_Task goal_. All lines with the word "Keep" must be pulled from the entries below.

_Data extracts_.
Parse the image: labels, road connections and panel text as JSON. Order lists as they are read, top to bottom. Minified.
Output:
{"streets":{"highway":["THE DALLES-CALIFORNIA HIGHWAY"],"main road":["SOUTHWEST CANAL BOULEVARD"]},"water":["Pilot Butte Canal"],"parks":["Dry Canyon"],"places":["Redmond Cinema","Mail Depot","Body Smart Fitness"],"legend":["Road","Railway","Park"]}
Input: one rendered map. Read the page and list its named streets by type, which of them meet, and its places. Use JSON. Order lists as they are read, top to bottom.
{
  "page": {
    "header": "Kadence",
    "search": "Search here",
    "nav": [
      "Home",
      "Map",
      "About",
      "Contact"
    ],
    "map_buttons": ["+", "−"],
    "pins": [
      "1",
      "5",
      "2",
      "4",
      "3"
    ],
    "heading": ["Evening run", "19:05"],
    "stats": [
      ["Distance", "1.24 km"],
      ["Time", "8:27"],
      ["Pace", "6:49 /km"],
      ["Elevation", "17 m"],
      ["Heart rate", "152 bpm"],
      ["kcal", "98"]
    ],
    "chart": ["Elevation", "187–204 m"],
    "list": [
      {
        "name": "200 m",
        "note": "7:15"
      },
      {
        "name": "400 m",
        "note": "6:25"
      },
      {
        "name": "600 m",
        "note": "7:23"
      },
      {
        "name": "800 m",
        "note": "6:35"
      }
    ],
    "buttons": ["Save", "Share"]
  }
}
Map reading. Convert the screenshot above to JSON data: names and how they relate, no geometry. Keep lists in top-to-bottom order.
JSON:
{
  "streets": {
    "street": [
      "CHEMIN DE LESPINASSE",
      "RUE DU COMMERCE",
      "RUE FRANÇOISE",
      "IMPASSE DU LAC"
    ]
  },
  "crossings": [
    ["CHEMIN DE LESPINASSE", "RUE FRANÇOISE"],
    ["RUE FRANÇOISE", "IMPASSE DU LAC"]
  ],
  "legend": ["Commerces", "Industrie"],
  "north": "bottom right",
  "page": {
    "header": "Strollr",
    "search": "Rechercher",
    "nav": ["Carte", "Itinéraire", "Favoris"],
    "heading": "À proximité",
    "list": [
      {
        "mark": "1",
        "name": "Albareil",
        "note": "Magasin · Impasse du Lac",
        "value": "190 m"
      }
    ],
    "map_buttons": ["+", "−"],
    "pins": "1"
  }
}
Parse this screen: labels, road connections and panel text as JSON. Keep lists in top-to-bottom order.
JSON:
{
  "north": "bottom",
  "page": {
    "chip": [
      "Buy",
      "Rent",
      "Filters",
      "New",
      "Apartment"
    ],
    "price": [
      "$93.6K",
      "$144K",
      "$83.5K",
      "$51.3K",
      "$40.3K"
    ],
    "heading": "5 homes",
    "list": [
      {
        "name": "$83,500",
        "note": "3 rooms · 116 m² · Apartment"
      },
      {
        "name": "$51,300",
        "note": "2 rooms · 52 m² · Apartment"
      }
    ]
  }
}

_Response_.
Map reading. Convert the screenshot above to JSON data: names and how they relate, no geometry. Keep lists in top-to-bottom order.
Parse this screen: labels, road connections and panel text as JSON. Keep lists in top-to-bottom order.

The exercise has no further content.